From 8958ab66a80e947852fef685c6cf4c68e2cf9192 Mon Sep 17 00:00:00 2001
From: mariosasko <mariosasko777@gmail.com>
Date: Mon, 12 Sep 2022 19:09:27 +0200
Subject: [PATCH 1/5] Support parsing JSON lists

---
 src/datasets/packaged_modules/json/json.py | 34 ++++++++++++++++++----
 1 file changed, 28 insertions(+), 6 deletions(-)

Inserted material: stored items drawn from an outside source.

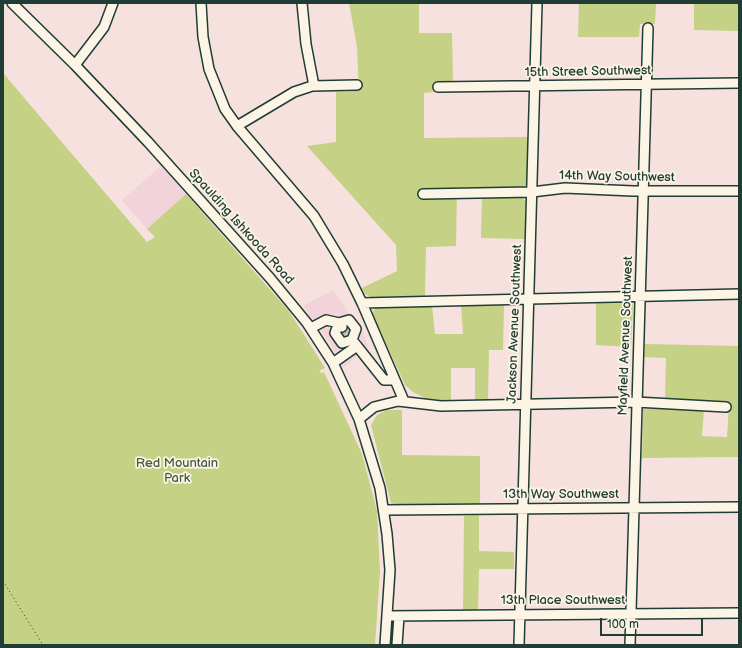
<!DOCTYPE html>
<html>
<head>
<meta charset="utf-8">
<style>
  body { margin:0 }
  #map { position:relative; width:742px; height:648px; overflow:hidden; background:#f6e1de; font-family:"Balsamiq Sans",sans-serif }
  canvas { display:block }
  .frame { position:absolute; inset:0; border:4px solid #1f3d34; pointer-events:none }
  .scale { position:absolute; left:600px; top:618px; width:103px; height:18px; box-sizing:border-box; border:2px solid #1f3d34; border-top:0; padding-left:5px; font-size:12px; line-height:14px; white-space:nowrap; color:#1f3d34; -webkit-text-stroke:3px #fcf5e5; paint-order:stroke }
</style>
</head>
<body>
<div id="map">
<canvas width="742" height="648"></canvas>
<div class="frame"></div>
<div class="scale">100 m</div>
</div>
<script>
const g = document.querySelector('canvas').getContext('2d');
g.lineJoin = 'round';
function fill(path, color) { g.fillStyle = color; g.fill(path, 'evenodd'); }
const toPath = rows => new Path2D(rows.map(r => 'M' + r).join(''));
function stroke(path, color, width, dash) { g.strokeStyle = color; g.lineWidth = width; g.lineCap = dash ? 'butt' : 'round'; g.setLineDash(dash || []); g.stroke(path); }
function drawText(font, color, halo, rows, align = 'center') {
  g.font = font + ' "Balsamiq Sans",sans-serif'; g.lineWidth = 3.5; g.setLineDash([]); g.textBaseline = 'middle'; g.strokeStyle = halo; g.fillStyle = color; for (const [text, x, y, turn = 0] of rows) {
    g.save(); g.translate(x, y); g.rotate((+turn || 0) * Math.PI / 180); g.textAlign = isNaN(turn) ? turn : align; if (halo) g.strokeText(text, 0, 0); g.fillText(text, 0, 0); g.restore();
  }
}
fill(toPath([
  [161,166,186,194,147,229,122,200],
  [333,290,363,333,368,346,343,368,330,343,303,306]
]), '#f2d3d9');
fill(toPath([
  [349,3,419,3,419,33,452,33,453,83,434,83,434,92,424,93,424,138,528,137,527,183,525,186,518,188,457,188,456,246,426,247,425,296,371,297,365,294,362,288,397,271,396,245,307,146,336,142,336,92,359,91,357,47],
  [579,3,656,3,655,24,640,24,639,37,578,37],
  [694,3,739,3,739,31,694,30],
  [3,73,147,242,155,237,147,229,186,194,288,310,303,333,325,368,319,371,321,373,324,372,362,454,377,511,380,572,375,645,3,645],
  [482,197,522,198,526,201,525,239,481,238],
  [626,301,633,305,631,347,596,345,596,302],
  [504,304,503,350,489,350,488,400,475,400,475,368,451,368,451,402,425,398,413,392,405,385,372,313,376,307,432,306,435,334,463,334,461,305],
  [645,344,739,346,739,457,642,458,643,409,668,408,704,409,702,436,727,437,729,404,665,398,666,358,644,357],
  [387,410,402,410,402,455,480,456,480,504,394,504,391,503,371,425,377,415],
  [479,515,479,551,514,552,514,569,479,569,478,610,463,610,464,516]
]), '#c5d184');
stroke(toPath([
  [343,328,347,334]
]), '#cbc0bc', 9, [9, 4.5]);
const minor = toPath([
  [12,3,75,65,148,142,270,278,307,323,333,363,359,419,380,488,387,534,390,570,385,645],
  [201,3,203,37,209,69,225,109,237,126,314,216,343,264,362,303,404,401],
  [302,3,306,44,314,86],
  [75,65,104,27,113,3],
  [438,87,739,83],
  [237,126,294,92,312,86,357,85],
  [423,194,532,192,565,188,633,191,739,191],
  [362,303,739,294],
  [342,327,339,323,349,320,356,329,352,340],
  [311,328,326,320,339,323,335,333,342,343,352,340,357,346,333,363],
  [357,346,384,380,395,380],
  [359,419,374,407,398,401,441,406,636,402,726,407],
  [384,510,739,507],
  [388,616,739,613],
  [397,645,399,616],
  [519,645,537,3],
  [630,645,648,28]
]);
stroke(minor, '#1f3d34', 12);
stroke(toPath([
  [3,581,43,645]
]), '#1f3d34', 1, [1, 3]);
stroke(minor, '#fcf5e5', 9);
drawText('13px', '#1f3d34', '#fcf5e5', [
  ["15th Street Southwest",588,72,-1],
  ["14th Way Southwest",617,177,1],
  ["Spaulding Ishkooda Road",241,227,48],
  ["Jackson Avenue Southwest",515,324,-88],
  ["Mayfield Avenue Southwest",626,336,-88],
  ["13th Way Southwest",561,495],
  ["13th Place Southwest",563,601]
]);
drawText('13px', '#405b44', '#fcf5e5', [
  ["Red Mountain",177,464],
  ["Park",177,479]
]);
</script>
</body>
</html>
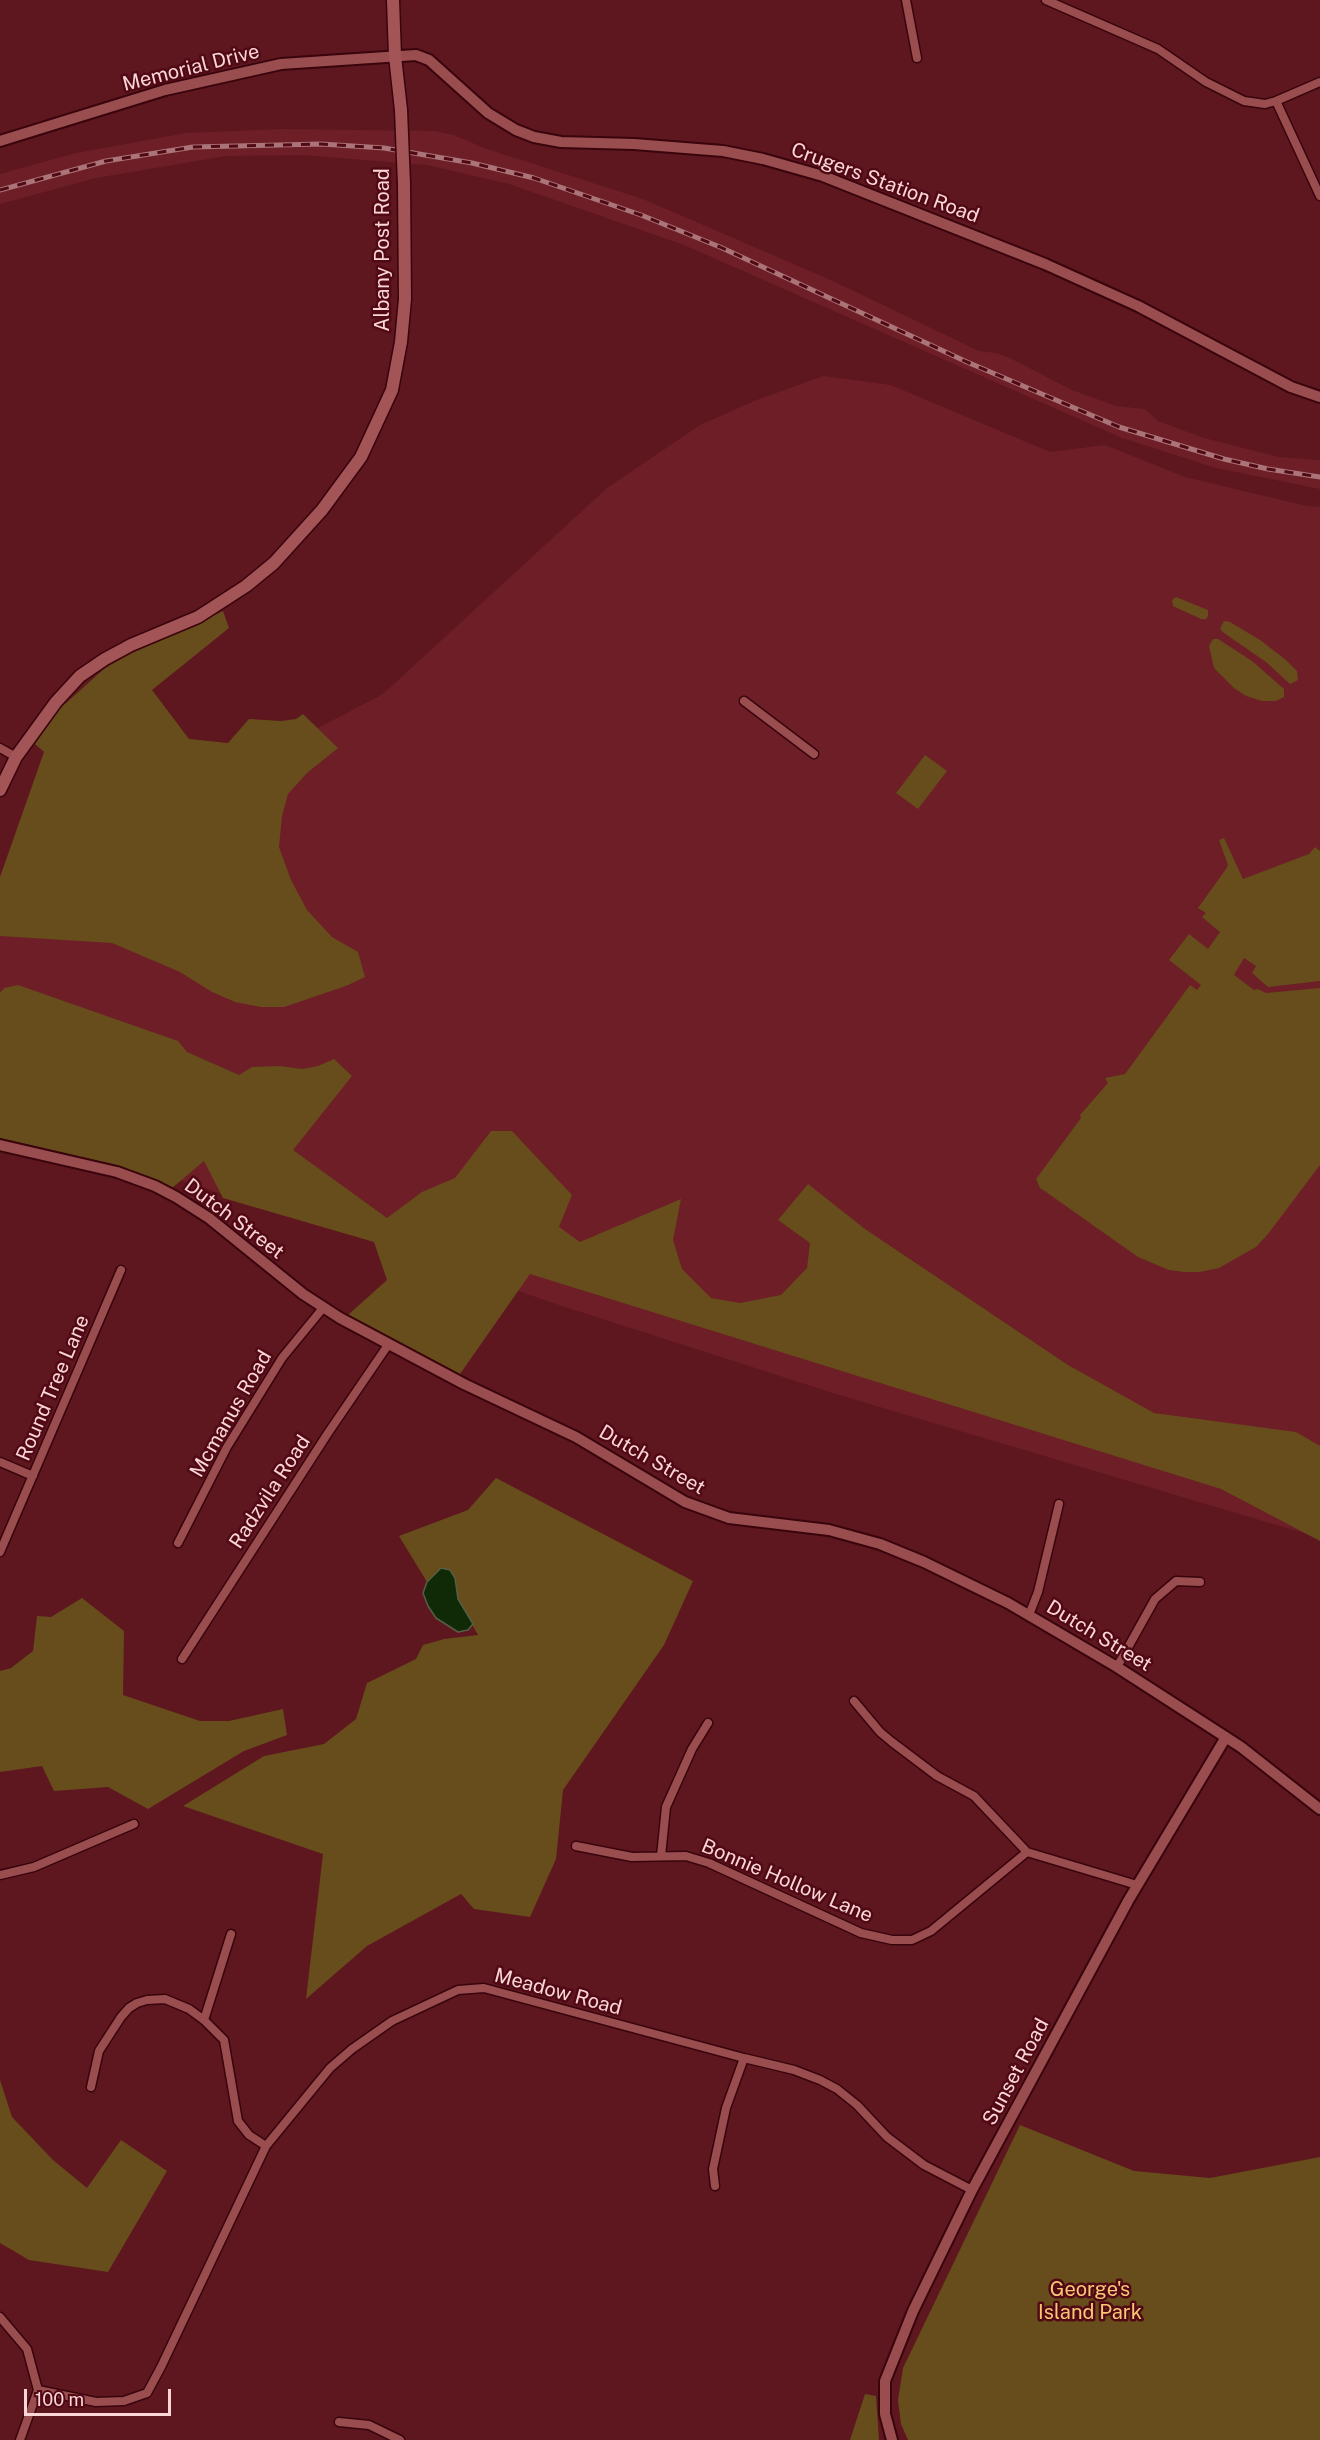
<!DOCTYPE html>
<html>
<head>
<meta charset="utf-8">
<style>
  body { margin:0 }
  #map { position:relative; width:1320px; height:2440px; overflow:hidden; background:#5e171f; font-family:"Public Sans",sans-serif }
  canvas { display:block }
  .scale { position:absolute; left:24px; top:2389px; width:147px; height:27px; box-sizing:border-box; border:3px solid #fbd6d6; border-top:0; padding-left:8px; font-size:18px; line-height:21px; white-space:nowrap; color:#fbd6d6; -webkit-text-stroke:4px #510a15; paint-order:stroke }
</style>
</head>
<body>
<div id="map">
<canvas width="1320" height="2440"></canvas>
<div class="scale">100 m</div>
</div>
<script>
const c = document.querySelector('canvas').getContext('2d');
c.lineJoin = 'round';
function fillPath(path, color) {
  c.fillStyle = color;
  c.fill(path, 'evenodd');
}
function poly(rows) {
  const path = new Path2D();
  for (const r of rows) {
    path.moveTo(r[0], r[1]);
    for (let i = 2; i < r.length; i += 2) path.lineTo(r[i], r[i + 1]);
  }
  return path;
}
function trace(path, color, width, dash) {
  c.strokeStyle = color;
  c.lineWidth = width;
  c.lineCap = dash ? 'butt' : 'round';
  c.setLineDash(dash || []);
  c.stroke(path);
}
function label(font, color, halo, rows, align = 'center') {
  c.font = font + ' "Public Sans",sans-serif';
  c.lineWidth = 5;
  c.setLineDash([]);
  c.textBaseline = 'middle';
  c.strokeStyle = halo;
  c.fillStyle = color;
  for (const [text, x, y, turn = 0] of rows) {
    c.save();
    c.translate(x, y);
    c.rotate((+turn || 0) * Math.PI / 180);
    c.textAlign = isNaN(turn) ? turn : align;
    if (halo) c.strokeText(text, 0, 0);
    c.fillText(text, 0, 0);
    c.restore();
  }
}
const built = poly([
  [281,129,435,131,454,135,484,148,643,199,833,281,979,351,996,353,1008,357,1072,390,1116,406,1145,409,1158,421,1204,438,1279,457,1320,460,1320,489,1216,468,1122,438,684,245,509,184,427,165,302,155,226,156,96,178,0,204,0,174,76,153,186,133],
  [823,376,891,385,1050,452,1105,445,1185,477,1307,506,1320,507,1320,1538,836,1394,562,1306,384,1245,160,1174,0,1134,0,893,383,694,607,488,700,425,754,401]
]);
const green = poly([
  [1176,597,1208,610,1208,616,1206,619,1201,619,1173,606,1172,600],
  [223,611,229,628,152,690,189,739,228,743,249,719,281,721,296,719,303,714,338,748,307,773,288,794,282,816,279,847,291,880,307,910,332,937,358,952,365,977,346,986,284,1007,261,1007,235,1002,212,992,180,972,112,943,0,936,0,877,44,752,35,744,57,711,105,668,134,652],
  [1224,621,1230,622,1260,640,1286,660,1297,671,1298,680,1290,684,1266,662,1224,633,1220,629],
  [1213,639,1218,639,1252,661,1284,689,1284,697,1276,701,1262,701,1246,696,1234,688,1214,668,1209,646],
  [925,755,947,771,918,809,896,793],
  [1224,838,1243,879,1309,854,1315,847,1320,851,1320,981,1268,987,1252,973,1256,966,1244,958,1234,975,1254,990,1258,989,1266,993,1320,988,1320,1165,1268,1234,1256,1247,1219,1268,1200,1272,1184,1272,1169,1270,1138,1257,1046,1192,1040,1188,1036,1179,1081,1118,1080,1115,1108,1083,1105,1078,1125,1074,1190,985,1197,990,1201,985,1169,960,1189,934,1208,949,1220,932,1202,917,1206,913,1198,908,1226,869,1228,865,1219,840],
  [18,985,178,1041,187,1052,239,1075,252,1067,280,1066,302,1069,318,1066,334,1059,352,1076,293,1150,387,1218,422,1192,455,1178,491,1131,512,1131,572,1195,559,1227,580,1242,681,1199,673,1240,682,1269,711,1298,740,1303,781,1295,807,1268,810,1243,778,1220,808,1184,865,1229,1068,1365,1154,1413,1296,1432,1320,1446,1320,1541,1221,1489,530,1274,460,1374,348,1315,387,1280,374,1242,223,1198,204,1161,172,1188,120,1166,0,1138,0,993,4,988],
  [496,1478,693,1581,664,1645,563,1790,556,1859,530,1917,474,1909,461,1894,367,1946,306,1999,323,1854,183,1806,264,1756,324,1744,356,1719,367,1683,416,1659,423,1645,444,1639,478,1635,458,1599,455,1578,441,1568,427,1582,399,1536,468,1510],
  [82,1598,124,1631,123,1695,200,1721,229,1721,283,1709,287,1735,244,1751,148,1809,108,1787,54,1791,42,1766,0,1772,0,1671,11,1668,33,1651,37,1616,51,1617],
  [0,2080,12,2117,53,2160,87,2188,121,2140,167,2171,108,2272,29,2260,0,2243],
  [1020,2125,1134,2171,1210,2178,1320,2157,1320,2440,908,2440,901,2424,898,2400,903,2368],
  [865,2394,876,2396,879,2440,850,2440]
]);
const water = poly([
  [441,1568,450,1570,455,1578,458,1599,473,1624,468,1630,458,1632,436,1618,428,1606,423,1593,427,1582,441,1568]
]);
const minor = poly([
  [906,0,917,58],
  [1046,0,1158,49,1206,82,1244,101,1265,104,1276,101,1320,82],
  [1276,101,1320,196],
  [744,701,814,754],
  [0,748,16,757],
  [0,1462,33,1476],
  [178,1543,227,1447,282,1358,323,1308],
  [0,1552,121,1270],
  [1029,1615,1038,1592,1059,1504],
  [182,1659,328,1433,388,1345],
  [1117,1667,1155,1599,1176,1581,1200,1582],
  [854,1701,880,1732,892,1742,937,1776,974,1796,1027,1852,1137,1885],
  [576,1846,632,1857,686,1856,709,1863,861,1933,892,1940,912,1940,931,1931,1027,1852],
  [661,1856,666,1807,692,1749,708,1723],
  [0,1875,34,1867,134,1824],
  [204,2020,231,1934],
  [91,2087,99,2051,121,2017,129,2008,137,2003,147,2000,165,1999,189,2009,204,2020,224,2040,238,2121,249,2135,266,2146],
  [715,2186,713,2169,726,2108,744,2058],
  [0,2317,27,2349,38,2390],
  [38,2390,96,2402,124,2401,147,2393,161,2367,266,2146,330,2068,352,2049,392,2021,458,1990,484,1988,744,2058,794,2070,820,2080,837,2089,857,2105,887,2137,924,2165,972,2190],
  [339,2422,369,2425,400,2440],
  [20,2440,38,2390]
]);
const tertiary = poly([
  [0,141,165,90,281,64,416,55,429,60,488,113,516,130,534,137,561,142,634,144,723,151,763,159,823,176,1045,264,1138,306,1291,387,1320,397],
  [0,1145,117,1172,155,1186,176,1197,209,1218,303,1294,340,1318,464,1384,576,1437,685,1502,729,1518,829,1530,880,1544,924,1562,1008,1603,1117,1667,1207,1725,1241,1747,1320,1809],
  [892,2440,885,2414,885,2381,913,2311,972,2190,1128,1901,1226,1737]
]);
const secondary = poly([
  [393,0,395,56,401,110],
  [0,790,16,757,56,702,80,676,105,659,131,645,198,617,246,586,274,563,322,510,361,457,392,390,401,342,405,299,404,184]
]);
const rail = poly([
  [0,190,106,161,193,147,321,144,384,148,472,163,534,178,641,215,720,247,967,362,1119,427,1224,459,1268,469,1320,477]
]);
const secondaryBridge = poly([
  [401,110,404,184]
]);
const streetNames = [
  ["Memorial Drive",191,68,-14],
  ["Crugers Station Road",885,183,20],
  ["Albany Post Road",383,250,-90],
  ["Dutch Street",234,1219,37],
  ["Round Tree Lane",53,1388,-67],
  ["Mcmanus Road",231,1414,-60],
  ["Dutch Street",652,1460,30],
  ["Radzvila Road",270,1492,-57],
  ["Dutch Street",1099,1636,31],
  ["Bonnie Hollow Lane",787,1881,23],
  ["Meadow Road",558,1992,15],
  ["Sunset Road",1016,2072,-62]
];
const parkNames = [
  ["George's",1090,2290],
  ["Island Park",1090,2313]
];
fillPath(built, '#6d1e26');
fillPath(green, '#674c1c');
fillPath(water, '#102a08');
trace(water, '#565e46', 1.5);
trace(minor, '#39040c', 11);
trace(tertiary, '#39040c', 14);
trace(secondary, '#39040c', 15);
trace(minor, '#994d4f', 8);
trace(tertiary, '#994d4f', 10);
trace(secondary, '#a35456', 12);
trace(rail, '#aa7478', 5);
trace(rail, '#510a15', 3, [9]);
trace(secondaryBridge, '#39040c', 15, []);
trace(secondaryBridge, '#a35456', 12);
label('20px', '#fbd6d6', '#510a15', streetNames);
label('20px', '#fac875', '#510a15', parkNames);
</script>
</body>
</html>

diff --git a/src/datasets/packaged_modules/json/json.py b/src/datasets/packaged_modules/json/json.py
index fa8a63e686a..eaf6da34531 100644
--- a/src/datasets/packaged_modules/json/json.py
+++ b/src/datasets/packaged_modules/json/json.py
@@ -15,6 +15,23 @@
 logger = datasets.utils.logging.get_logger(__name__)
 
 
+if datasets.config.PYARROW_VERSION.major >= 7:
+    
+    def pa_table_from_pylist(mapping):
+        return pa.Table.from_pylist(mapping)
+else:
+
+    def pa_table_from_pylist(mapping):
+        arrays = []
+        names = []
+        if mapping:
+            names = list(mapping[0].keys())
+        for n in names:
+            v = [row[n] if n in row else None for row in mapping]
+            arrays.append(v)
+        return pa.Table.from_arrays(arrays, names)
+
+
 @dataclass
 class JsonConfig(datasets.BuilderConfig):
     """BuilderConfig for JSON."""
@@ -131,12 +148,17 @@ def _generate_tables(self, files):
                                     dataset = json.load(f)
                             except json.JSONDecodeError:
                                 raise e
-                            raise ValueError(
-                                f"Not able to read records in the JSON file at {file}. "
-                                f"You should probably indicate the field of the JSON file containing your records. "
-                                f"This JSON file contain the following fields: {str(list(dataset.keys()))}. "
-                                f"Select the correct one and provide it as `field='XXX'` to the dataset loading method. "
-                            ) from None
+                            if isinstance(dataset, list): # list is the only supported sequence type in JSON
+                                pa_table = pa_table_from_pylist(dataset)
+                                yield file_idx, self._cast_table(pa_table)
+                                break
+                            else:
+                                raise ValueError(
+                                    f"Not able to read records in the JSON file at {file}. "
+                                    f"You should probably indicate the field of the JSON file containing your records. "
+                                    f"This JSON file contain the following fields: {str(list(dataset.keys()))}. "
+                                    f"Select the correct one and provide it as `field='XXX'` to the dataset loading method. "
+                                ) from None
                         # Uncomment for debugging (will print the Arrow table size and elements)
                         # logger.warning(f"pa_table: {pa_table} num rows: {pa_table.num_rows}")
                         # logger.warning('\n'.join(str(pa_table.slice(i, 1).to_pydict()) for i in range(pa_table.num_rows)))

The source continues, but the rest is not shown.